- Exercise: In the records that follow, the lines from the one containing "translate:-50% -50%; white-space:nowrap;" to the one containing "position:absolute; left:569px; top:12px;", inclusive, are to be given again exactly.

- Exercise material:
- - - - -
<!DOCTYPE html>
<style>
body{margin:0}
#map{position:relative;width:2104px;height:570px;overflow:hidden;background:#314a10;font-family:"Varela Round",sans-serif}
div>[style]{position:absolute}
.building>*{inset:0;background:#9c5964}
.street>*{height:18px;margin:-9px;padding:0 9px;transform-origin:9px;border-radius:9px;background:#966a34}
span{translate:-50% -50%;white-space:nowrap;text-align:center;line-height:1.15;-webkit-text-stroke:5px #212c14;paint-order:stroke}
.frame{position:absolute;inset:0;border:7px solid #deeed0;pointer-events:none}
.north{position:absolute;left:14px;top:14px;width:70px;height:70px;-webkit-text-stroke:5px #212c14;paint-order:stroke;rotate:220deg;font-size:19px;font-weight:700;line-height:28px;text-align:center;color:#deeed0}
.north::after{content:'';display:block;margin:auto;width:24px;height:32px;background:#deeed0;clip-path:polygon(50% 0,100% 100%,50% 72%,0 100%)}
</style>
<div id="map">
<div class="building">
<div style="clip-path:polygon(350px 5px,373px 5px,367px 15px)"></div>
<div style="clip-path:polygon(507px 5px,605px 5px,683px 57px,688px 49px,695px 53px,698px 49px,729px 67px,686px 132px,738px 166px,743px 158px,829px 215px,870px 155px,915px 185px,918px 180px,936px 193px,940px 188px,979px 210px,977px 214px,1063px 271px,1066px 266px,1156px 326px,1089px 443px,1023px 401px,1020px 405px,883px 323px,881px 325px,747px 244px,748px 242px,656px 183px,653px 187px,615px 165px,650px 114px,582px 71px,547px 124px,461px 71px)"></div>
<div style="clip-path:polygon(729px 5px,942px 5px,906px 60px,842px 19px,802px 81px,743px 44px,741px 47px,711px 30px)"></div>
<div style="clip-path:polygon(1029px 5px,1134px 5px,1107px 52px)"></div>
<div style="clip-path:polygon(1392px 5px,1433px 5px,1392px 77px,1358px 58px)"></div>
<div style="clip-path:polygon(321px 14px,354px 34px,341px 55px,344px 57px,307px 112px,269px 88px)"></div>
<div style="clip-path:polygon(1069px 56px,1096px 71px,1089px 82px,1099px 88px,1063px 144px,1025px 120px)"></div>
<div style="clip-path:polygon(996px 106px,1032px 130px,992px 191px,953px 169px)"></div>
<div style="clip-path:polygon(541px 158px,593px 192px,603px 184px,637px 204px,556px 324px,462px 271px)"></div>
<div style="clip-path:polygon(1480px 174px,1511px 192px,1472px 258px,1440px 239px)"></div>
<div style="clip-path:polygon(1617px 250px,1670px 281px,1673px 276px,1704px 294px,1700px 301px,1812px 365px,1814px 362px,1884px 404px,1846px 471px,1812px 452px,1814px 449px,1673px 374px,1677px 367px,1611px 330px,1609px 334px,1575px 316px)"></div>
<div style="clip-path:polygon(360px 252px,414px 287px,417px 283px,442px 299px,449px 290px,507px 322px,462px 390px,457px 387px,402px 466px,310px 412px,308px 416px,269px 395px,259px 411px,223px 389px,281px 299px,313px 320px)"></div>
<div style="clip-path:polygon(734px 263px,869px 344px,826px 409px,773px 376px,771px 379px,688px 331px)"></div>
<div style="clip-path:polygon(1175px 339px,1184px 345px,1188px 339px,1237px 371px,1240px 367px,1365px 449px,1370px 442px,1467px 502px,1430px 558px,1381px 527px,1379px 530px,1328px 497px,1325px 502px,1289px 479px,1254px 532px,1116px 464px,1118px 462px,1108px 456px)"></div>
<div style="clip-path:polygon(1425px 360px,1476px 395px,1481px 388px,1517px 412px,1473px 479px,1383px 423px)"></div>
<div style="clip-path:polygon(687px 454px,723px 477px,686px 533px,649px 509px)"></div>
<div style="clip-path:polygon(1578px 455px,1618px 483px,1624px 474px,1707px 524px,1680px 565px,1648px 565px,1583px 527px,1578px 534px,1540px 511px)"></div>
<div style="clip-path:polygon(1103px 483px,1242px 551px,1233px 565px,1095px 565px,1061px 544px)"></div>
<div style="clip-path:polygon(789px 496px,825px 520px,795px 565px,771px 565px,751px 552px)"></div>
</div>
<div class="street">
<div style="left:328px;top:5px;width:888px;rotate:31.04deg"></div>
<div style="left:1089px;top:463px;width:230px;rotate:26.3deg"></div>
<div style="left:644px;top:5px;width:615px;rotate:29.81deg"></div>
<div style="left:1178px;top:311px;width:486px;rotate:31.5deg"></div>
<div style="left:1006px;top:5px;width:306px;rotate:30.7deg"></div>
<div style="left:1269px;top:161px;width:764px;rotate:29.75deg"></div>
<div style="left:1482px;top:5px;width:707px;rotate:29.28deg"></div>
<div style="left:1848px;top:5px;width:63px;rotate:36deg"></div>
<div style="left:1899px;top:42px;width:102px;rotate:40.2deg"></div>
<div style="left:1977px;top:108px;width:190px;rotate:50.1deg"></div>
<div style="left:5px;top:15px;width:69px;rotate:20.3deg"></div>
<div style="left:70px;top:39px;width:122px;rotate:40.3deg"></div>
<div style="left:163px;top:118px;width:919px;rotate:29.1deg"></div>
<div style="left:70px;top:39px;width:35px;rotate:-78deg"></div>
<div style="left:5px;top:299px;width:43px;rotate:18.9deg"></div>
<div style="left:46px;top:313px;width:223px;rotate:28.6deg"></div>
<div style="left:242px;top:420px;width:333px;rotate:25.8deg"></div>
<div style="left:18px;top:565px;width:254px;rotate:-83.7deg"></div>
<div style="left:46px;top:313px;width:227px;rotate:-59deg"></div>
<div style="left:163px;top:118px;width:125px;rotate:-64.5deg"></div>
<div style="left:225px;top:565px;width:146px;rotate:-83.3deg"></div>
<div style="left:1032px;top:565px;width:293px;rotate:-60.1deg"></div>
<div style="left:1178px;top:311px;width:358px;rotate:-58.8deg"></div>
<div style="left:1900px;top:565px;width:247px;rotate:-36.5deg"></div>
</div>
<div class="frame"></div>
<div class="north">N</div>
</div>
- - - - -
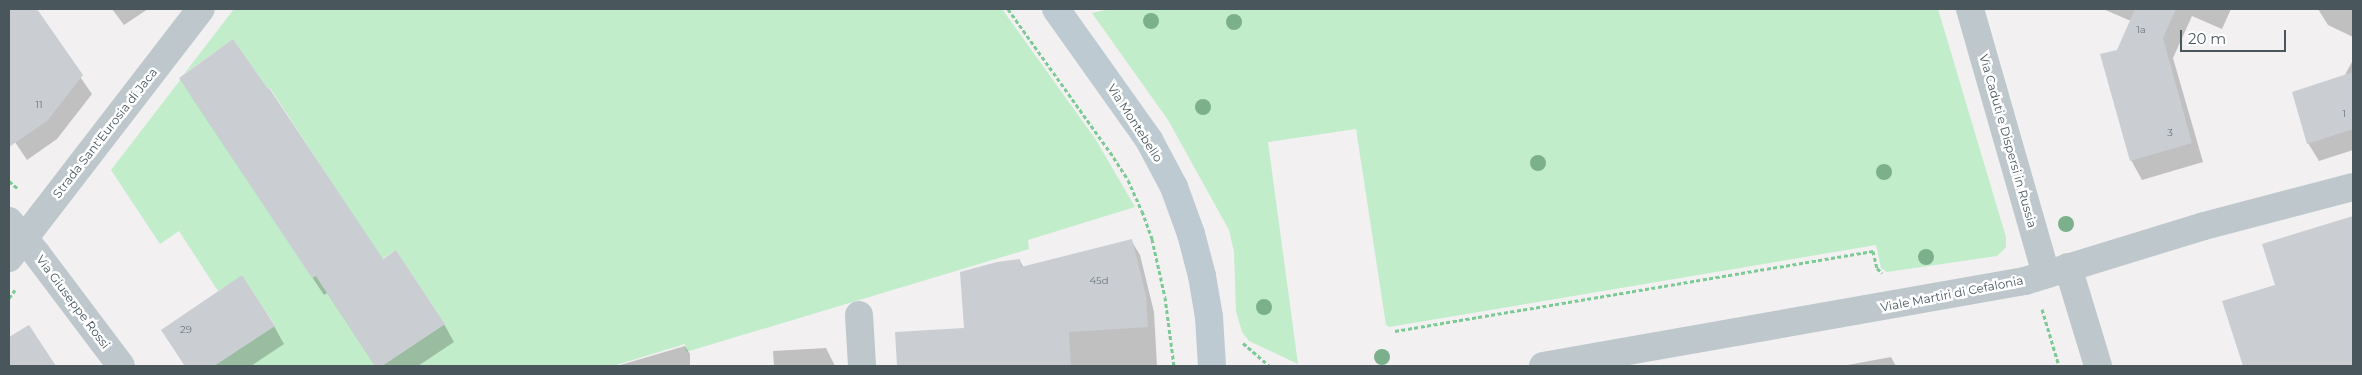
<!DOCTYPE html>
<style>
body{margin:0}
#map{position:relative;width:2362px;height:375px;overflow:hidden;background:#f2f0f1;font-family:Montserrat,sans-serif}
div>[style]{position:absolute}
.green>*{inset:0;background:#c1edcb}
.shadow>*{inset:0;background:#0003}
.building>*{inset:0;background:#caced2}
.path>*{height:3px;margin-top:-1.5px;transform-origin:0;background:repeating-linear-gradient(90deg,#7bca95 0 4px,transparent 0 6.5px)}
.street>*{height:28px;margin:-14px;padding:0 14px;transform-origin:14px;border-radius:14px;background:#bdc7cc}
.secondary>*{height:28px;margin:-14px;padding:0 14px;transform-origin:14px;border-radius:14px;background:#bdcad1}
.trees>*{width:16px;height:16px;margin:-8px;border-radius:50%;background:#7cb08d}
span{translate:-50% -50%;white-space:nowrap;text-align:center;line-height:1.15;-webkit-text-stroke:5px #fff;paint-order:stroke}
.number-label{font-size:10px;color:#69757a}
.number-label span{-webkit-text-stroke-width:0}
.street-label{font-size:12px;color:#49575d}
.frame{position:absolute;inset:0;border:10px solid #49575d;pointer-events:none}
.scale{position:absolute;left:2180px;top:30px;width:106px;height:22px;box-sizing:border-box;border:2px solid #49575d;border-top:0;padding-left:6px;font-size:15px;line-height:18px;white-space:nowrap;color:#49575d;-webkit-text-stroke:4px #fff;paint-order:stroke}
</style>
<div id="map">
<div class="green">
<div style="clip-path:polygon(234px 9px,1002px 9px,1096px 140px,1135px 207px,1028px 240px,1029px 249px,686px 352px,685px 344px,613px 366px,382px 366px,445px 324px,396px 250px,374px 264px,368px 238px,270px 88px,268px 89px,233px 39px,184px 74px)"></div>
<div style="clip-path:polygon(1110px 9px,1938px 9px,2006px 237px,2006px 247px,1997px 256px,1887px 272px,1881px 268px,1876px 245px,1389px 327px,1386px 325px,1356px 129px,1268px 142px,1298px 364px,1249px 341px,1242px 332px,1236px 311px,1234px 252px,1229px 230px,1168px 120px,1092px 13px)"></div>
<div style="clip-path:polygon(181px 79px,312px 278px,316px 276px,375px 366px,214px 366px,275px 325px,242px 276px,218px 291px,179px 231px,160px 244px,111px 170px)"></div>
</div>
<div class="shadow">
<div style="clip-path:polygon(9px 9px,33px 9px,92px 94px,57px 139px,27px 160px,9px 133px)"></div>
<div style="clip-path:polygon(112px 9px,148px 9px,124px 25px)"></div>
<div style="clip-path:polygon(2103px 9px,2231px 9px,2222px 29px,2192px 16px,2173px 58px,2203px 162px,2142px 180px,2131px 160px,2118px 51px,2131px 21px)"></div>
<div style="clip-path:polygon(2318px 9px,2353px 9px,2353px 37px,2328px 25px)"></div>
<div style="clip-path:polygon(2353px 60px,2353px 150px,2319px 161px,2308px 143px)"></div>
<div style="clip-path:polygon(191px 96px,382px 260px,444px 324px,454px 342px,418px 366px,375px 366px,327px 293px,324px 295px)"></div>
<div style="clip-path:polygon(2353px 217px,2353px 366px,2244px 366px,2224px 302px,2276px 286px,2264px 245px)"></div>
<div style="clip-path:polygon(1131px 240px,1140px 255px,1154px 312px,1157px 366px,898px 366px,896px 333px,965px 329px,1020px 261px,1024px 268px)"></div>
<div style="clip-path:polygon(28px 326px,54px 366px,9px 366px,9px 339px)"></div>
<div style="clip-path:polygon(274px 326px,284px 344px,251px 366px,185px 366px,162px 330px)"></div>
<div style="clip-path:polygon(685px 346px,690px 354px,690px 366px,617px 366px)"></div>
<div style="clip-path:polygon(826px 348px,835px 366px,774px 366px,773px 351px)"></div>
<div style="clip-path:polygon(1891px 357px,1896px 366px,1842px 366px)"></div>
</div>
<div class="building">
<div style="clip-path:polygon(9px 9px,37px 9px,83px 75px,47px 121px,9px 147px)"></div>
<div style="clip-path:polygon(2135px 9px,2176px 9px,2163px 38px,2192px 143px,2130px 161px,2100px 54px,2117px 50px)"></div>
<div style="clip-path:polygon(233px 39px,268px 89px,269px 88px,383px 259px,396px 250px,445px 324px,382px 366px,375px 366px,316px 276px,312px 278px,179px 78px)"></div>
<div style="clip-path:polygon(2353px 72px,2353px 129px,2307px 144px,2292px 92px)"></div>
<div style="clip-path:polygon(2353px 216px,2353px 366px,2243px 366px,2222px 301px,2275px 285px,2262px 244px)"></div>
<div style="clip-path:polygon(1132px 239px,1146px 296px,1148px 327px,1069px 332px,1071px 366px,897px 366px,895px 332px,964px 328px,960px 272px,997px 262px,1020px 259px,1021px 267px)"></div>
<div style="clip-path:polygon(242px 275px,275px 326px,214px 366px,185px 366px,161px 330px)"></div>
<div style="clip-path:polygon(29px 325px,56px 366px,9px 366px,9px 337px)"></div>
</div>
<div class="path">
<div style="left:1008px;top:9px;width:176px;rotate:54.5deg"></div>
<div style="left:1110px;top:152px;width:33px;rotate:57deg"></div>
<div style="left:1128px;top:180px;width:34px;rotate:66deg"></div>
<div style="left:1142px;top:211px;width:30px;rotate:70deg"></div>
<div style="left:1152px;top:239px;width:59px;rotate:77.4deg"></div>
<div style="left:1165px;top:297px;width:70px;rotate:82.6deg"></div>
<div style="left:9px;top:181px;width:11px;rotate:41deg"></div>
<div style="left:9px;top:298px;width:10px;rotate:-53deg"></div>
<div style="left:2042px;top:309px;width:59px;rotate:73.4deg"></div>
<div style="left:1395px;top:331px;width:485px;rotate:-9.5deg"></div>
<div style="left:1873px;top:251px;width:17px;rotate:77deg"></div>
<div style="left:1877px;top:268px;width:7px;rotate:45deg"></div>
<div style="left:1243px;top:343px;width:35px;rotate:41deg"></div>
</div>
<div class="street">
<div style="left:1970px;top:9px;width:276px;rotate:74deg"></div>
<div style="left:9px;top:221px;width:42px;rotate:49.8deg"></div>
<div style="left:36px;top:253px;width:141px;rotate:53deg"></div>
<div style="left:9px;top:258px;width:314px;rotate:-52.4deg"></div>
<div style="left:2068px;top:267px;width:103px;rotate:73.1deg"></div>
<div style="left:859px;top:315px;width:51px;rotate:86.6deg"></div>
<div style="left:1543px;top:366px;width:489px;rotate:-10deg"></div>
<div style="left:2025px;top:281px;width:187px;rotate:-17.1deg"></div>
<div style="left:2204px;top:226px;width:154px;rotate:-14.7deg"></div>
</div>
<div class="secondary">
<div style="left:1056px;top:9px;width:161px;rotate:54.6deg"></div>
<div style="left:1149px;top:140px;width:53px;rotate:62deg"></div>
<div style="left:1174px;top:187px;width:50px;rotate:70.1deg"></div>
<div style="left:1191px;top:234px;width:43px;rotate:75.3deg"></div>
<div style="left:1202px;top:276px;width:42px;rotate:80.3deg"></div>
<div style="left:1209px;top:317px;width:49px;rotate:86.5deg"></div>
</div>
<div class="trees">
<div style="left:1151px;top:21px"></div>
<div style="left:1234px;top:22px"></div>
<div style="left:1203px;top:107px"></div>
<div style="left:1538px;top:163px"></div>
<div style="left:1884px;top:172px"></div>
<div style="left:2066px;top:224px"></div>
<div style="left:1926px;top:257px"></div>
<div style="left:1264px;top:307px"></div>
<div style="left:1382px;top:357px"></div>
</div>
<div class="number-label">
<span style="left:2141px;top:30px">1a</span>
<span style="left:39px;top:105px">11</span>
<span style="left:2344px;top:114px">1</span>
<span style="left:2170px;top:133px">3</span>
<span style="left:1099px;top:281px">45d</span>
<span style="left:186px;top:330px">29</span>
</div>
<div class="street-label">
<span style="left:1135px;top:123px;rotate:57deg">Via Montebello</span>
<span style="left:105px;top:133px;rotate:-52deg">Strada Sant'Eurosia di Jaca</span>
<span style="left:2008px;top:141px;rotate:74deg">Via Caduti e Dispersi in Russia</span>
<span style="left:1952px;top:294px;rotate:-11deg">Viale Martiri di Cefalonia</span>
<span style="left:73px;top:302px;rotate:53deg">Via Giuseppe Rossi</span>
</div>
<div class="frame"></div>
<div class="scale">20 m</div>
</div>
- - - - -
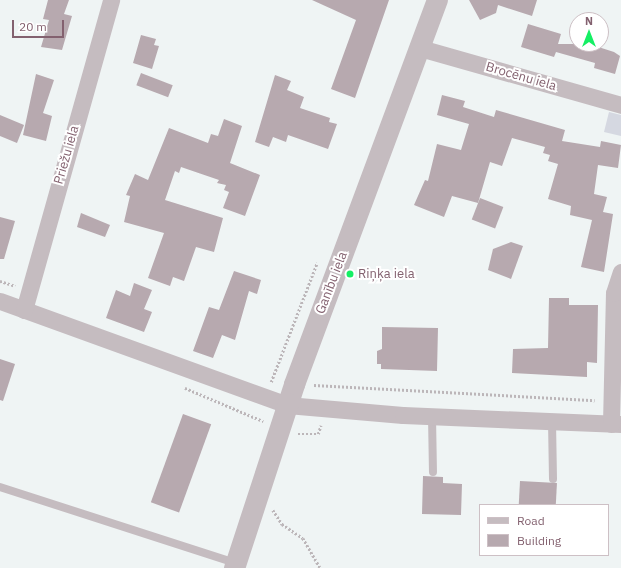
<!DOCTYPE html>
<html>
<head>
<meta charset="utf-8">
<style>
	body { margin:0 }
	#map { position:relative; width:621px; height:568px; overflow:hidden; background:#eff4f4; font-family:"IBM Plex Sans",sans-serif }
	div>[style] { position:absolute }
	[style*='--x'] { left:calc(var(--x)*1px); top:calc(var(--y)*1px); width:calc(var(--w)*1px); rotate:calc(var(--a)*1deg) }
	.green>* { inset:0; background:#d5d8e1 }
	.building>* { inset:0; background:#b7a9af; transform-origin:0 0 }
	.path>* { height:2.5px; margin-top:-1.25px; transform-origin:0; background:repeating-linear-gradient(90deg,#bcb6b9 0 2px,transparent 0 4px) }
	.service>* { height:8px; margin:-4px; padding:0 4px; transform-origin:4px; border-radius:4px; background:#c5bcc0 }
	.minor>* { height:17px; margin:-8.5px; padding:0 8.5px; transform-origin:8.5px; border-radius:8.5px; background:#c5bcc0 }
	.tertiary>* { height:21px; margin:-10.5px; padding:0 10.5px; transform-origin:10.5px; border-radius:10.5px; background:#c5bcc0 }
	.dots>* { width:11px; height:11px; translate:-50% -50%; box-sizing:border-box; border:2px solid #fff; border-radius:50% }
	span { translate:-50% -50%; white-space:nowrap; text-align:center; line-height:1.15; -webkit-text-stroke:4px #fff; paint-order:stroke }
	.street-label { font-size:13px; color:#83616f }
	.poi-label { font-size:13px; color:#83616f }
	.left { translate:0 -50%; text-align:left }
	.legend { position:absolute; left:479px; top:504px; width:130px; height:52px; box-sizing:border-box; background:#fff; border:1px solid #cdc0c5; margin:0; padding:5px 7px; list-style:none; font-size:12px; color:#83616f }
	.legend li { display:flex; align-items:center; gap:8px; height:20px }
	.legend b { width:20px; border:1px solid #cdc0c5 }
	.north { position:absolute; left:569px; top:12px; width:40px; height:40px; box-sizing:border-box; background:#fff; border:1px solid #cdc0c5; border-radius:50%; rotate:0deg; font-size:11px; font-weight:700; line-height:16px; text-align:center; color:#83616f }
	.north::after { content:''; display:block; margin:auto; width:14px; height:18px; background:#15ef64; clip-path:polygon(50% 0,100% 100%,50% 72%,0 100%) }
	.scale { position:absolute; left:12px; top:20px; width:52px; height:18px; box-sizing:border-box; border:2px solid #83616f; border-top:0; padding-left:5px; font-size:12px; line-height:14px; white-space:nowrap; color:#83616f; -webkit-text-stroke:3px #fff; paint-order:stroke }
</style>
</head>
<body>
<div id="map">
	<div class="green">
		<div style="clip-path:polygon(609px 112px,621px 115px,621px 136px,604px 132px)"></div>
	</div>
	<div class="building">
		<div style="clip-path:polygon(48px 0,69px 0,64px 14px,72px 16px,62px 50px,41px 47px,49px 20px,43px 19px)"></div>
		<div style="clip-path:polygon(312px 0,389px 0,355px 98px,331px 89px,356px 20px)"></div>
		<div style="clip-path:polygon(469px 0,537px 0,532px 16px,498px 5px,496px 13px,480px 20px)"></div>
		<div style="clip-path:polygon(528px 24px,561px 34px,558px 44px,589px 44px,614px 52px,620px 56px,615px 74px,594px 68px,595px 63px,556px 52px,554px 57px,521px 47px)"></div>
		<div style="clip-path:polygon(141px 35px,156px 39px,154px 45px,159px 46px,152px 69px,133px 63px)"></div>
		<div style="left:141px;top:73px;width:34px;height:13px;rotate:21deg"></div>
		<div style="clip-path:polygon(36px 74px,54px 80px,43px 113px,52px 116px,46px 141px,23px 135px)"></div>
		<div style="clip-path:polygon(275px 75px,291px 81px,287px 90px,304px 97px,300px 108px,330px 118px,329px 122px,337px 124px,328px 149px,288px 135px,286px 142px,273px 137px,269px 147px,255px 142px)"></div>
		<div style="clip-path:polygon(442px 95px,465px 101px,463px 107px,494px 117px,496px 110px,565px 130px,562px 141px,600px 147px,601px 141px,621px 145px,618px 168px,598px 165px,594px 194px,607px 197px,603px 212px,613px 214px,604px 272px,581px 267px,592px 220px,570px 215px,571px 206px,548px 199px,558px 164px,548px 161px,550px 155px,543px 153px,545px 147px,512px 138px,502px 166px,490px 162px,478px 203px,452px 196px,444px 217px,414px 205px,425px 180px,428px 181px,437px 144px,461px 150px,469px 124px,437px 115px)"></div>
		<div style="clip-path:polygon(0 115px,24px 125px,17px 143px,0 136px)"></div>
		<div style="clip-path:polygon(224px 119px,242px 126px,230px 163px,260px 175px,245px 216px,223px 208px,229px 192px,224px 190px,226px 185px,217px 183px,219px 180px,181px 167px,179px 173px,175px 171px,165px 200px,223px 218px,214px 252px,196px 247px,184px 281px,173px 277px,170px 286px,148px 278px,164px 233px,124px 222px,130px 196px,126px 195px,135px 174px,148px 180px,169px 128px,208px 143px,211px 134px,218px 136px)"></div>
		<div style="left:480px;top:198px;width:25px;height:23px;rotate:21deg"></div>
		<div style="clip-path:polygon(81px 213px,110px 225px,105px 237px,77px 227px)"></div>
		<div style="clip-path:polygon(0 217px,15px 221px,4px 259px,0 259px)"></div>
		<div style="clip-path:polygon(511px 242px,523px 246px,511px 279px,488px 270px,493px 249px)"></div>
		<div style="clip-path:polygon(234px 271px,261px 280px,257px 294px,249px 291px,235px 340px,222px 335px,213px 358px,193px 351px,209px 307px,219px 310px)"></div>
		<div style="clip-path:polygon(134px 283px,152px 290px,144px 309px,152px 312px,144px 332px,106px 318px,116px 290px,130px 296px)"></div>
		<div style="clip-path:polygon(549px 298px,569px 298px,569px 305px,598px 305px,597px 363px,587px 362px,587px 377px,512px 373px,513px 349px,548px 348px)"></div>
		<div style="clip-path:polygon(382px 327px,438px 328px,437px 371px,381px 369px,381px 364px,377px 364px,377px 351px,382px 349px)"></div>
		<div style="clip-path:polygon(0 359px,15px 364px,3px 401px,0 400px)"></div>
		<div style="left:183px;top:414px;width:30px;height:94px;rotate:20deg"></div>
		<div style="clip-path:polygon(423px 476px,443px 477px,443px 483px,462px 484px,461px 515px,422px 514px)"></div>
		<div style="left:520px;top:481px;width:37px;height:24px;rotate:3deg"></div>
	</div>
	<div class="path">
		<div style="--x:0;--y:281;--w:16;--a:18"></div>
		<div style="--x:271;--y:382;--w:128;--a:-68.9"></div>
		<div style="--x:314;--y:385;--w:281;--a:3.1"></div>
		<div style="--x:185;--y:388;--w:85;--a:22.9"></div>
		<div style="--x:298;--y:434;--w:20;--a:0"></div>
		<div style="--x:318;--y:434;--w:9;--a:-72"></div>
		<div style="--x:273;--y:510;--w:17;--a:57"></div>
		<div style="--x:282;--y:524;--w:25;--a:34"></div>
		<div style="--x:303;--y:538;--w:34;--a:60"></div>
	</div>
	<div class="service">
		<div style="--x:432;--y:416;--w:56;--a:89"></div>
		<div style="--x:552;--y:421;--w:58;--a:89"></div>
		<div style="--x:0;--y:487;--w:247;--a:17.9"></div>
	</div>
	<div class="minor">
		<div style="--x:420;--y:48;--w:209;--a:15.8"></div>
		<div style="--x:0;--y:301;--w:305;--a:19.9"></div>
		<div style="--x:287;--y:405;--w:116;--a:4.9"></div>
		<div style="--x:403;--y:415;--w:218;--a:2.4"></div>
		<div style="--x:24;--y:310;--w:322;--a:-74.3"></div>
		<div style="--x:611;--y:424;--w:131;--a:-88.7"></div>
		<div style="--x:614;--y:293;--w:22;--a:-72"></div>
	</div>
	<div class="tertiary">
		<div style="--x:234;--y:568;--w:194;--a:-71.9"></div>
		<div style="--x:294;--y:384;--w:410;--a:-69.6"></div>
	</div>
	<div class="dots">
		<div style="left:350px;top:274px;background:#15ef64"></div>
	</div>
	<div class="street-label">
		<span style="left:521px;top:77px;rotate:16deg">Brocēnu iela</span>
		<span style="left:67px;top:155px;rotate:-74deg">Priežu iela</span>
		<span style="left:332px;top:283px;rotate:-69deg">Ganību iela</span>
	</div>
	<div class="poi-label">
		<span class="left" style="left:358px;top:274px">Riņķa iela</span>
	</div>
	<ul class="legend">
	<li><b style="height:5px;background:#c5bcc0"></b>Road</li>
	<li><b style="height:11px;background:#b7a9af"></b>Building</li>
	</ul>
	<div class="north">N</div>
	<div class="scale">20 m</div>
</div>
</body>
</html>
- - - - -
- Task response:
	span { translate:-50% -50%; white-space:nowrap; text-align:center; line-height:1.15; -webkit-text-stroke:4px #fff; paint-order:stroke }
	.street-label { font-size:13px; color:#83616f }
	.poi-label { font-size:13px; color:#83616f }
	.left { translate:0 -50%; text-align:left }
	.legend { position:absolute; left:479px; top:504px; width:130px; height:52px; box-sizing:border-box; background:#fff; border:1px solid #cdc0c5; margin:0; padding:5px 7px; list-style:none; font-size:12px; color:#83616f }
	.legend li { display:flex; align-items:center; gap:8px; height:20px }
	.legend b { width:20px; border:1px solid #cdc0c5 }
	.north { position:absolute; left:569px; top:12px; width:40px; height:40px; box-sizing:border-box; background:#fff; border:1px solid #cdc0c5; border-radius:50%; rotate:0deg; font-size:11px; font-weight:700; line-height:16px; text-align:center; color:#83616f }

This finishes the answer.